What you need to do = An exact transcription of the records is required, minus any images.

━━━ Data records ━━━

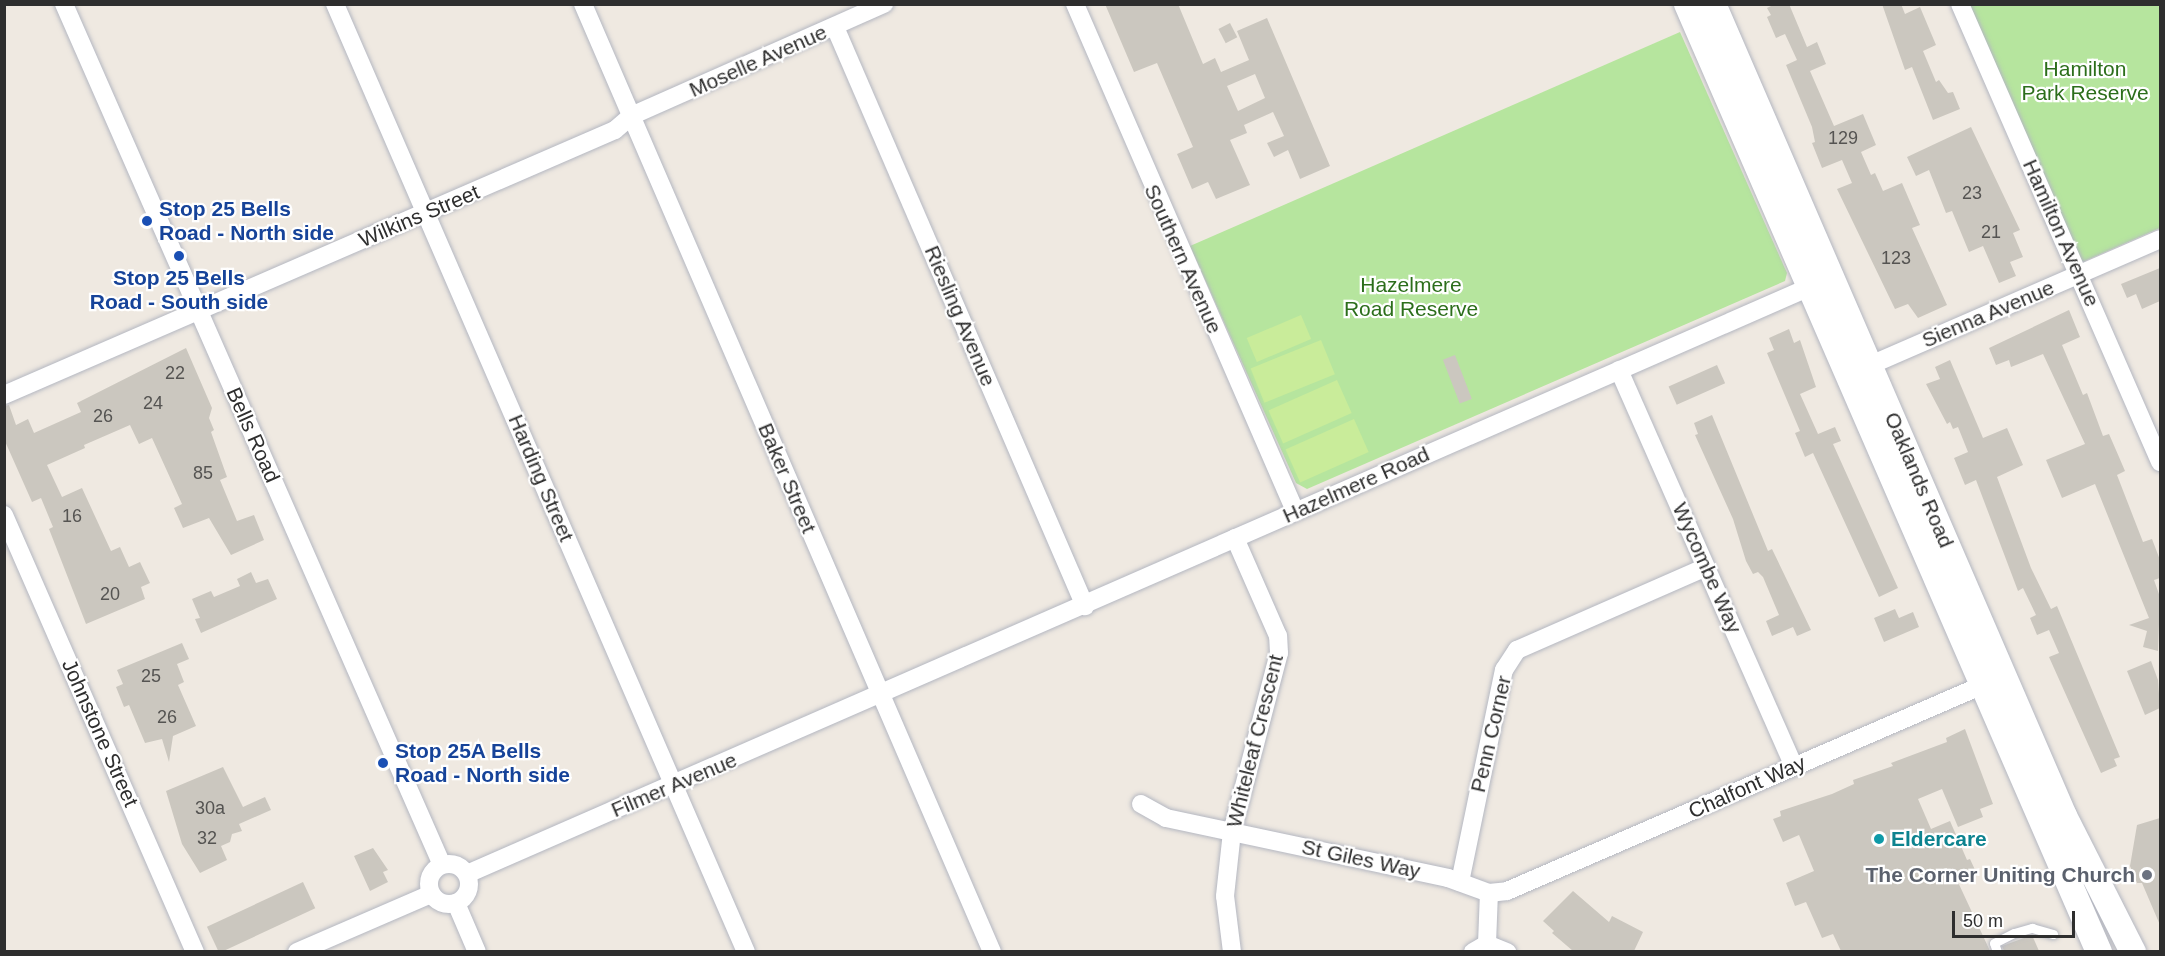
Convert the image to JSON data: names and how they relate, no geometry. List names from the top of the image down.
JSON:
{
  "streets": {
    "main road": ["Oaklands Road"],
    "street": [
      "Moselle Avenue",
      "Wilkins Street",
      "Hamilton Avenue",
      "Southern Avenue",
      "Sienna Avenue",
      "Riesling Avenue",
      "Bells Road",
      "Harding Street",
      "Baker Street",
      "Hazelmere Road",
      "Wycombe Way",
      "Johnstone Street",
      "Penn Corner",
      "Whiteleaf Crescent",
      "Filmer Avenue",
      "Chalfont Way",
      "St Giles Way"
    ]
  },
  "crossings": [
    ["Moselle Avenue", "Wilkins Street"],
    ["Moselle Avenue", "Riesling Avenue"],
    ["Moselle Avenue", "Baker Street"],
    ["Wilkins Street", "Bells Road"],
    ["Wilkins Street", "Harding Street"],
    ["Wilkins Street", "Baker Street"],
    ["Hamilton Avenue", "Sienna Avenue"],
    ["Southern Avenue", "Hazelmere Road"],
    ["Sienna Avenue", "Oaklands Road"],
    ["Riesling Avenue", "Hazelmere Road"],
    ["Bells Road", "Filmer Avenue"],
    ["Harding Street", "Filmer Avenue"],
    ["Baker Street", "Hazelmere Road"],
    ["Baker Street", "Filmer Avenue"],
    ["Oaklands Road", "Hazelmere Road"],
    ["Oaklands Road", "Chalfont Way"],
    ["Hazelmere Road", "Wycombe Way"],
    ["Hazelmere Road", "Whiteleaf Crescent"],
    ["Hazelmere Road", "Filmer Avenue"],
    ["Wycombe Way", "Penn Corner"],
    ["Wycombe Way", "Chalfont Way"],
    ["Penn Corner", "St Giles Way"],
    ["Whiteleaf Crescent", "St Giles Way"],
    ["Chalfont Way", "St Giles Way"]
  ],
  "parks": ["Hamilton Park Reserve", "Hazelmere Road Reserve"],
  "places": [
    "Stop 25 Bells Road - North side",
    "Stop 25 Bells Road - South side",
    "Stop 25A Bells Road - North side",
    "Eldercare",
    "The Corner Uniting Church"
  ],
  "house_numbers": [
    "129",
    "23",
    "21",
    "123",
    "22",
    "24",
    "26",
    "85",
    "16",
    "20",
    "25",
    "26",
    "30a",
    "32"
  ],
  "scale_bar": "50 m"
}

━━━

Task response =
Convert the image to JSON data: names and how they relate, no geometry. List names from the top of the image down.
JSON:
{
  "streets": {
    "main road": ["Oaklands Road"],
    "street": [
      "Moselle Avenue",
      "Wilkins Street",
      "Hamilton Avenue",
      "Southern Avenue",
      "Sienna Avenue",
      "Riesling Avenue",
      "Bells Road",
      "Harding Street",
      "Baker Street",
      "Hazelmere Road",
      "Wycombe Way",
      "Johnstone Street",
      "Penn Corner",
      "Whiteleaf Crescent",
      "Filmer Avenue",
      "Chalfont Way",
      "St Giles Way"
    ]
  },
  "crossings": [
    ["Moselle Avenue", "Wilkins Street"],
    ["Moselle Avenue", "Riesling Avenue"],
    ["Moselle Avenue", "Baker Street"],
    ["Wilkins Street", "Bells Road"],
    ["Wilkins Street", "Harding Street"],
    ["Wilkins Street", "Baker Street"],
    ["Hamilton Avenue", "Sienna Avenue"],
    ["Southern Avenue", "Hazelmere Road"],
    ["Sienna Avenue", "Oaklands Road"],
    ["Riesling Avenue", "Hazelmere Road"],
    ["Bells Road", "Filmer Avenue"],
    ["Harding Street", "Filmer Avenue"],
    ["Baker Street", "Hazelmere Road"],
    ["Baker Street", "Filmer Avenue"],
    ["Oaklands Road", "Hazelmere Road"],
    ["Oaklands Road", "Chalfont Way"],
    ["Hazelmere Road", "Wycombe Way"],
    ["Hazelmere Road", "Whiteleaf Crescent"],
    ["Hazelmere Road", "Filmer Avenue"],
    ["Wycombe Way", "Penn Corner"],
    ["Wycombe Way", "Chalfont Way"],
    ["Penn Corner", "St Giles Way"],
    ["Whiteleaf Crescent", "St Giles Way"],
    ["Chalfont Way", "St Giles Way"]
  ],
  "parks": ["Hamilton Park Reserve", "Hazelmere Road Reserve"],
  "places": [
    "Stop 25 Bells Road - North side",
    "Stop 25 Bells Road - South side",
    "Stop 25A Bells Road - North side",
    "Eldercare",
    "The Corner Uniting Church"
  ],
  "house_numbers": [
    "129",
    "23",
    "21",
    "123",
    "22",
    "24",
    "26",
    "85",
    "16",
    "20",
    "25",
    "26",
    "30a",
    "32"
  ],
  "scale_bar": "50 m"
}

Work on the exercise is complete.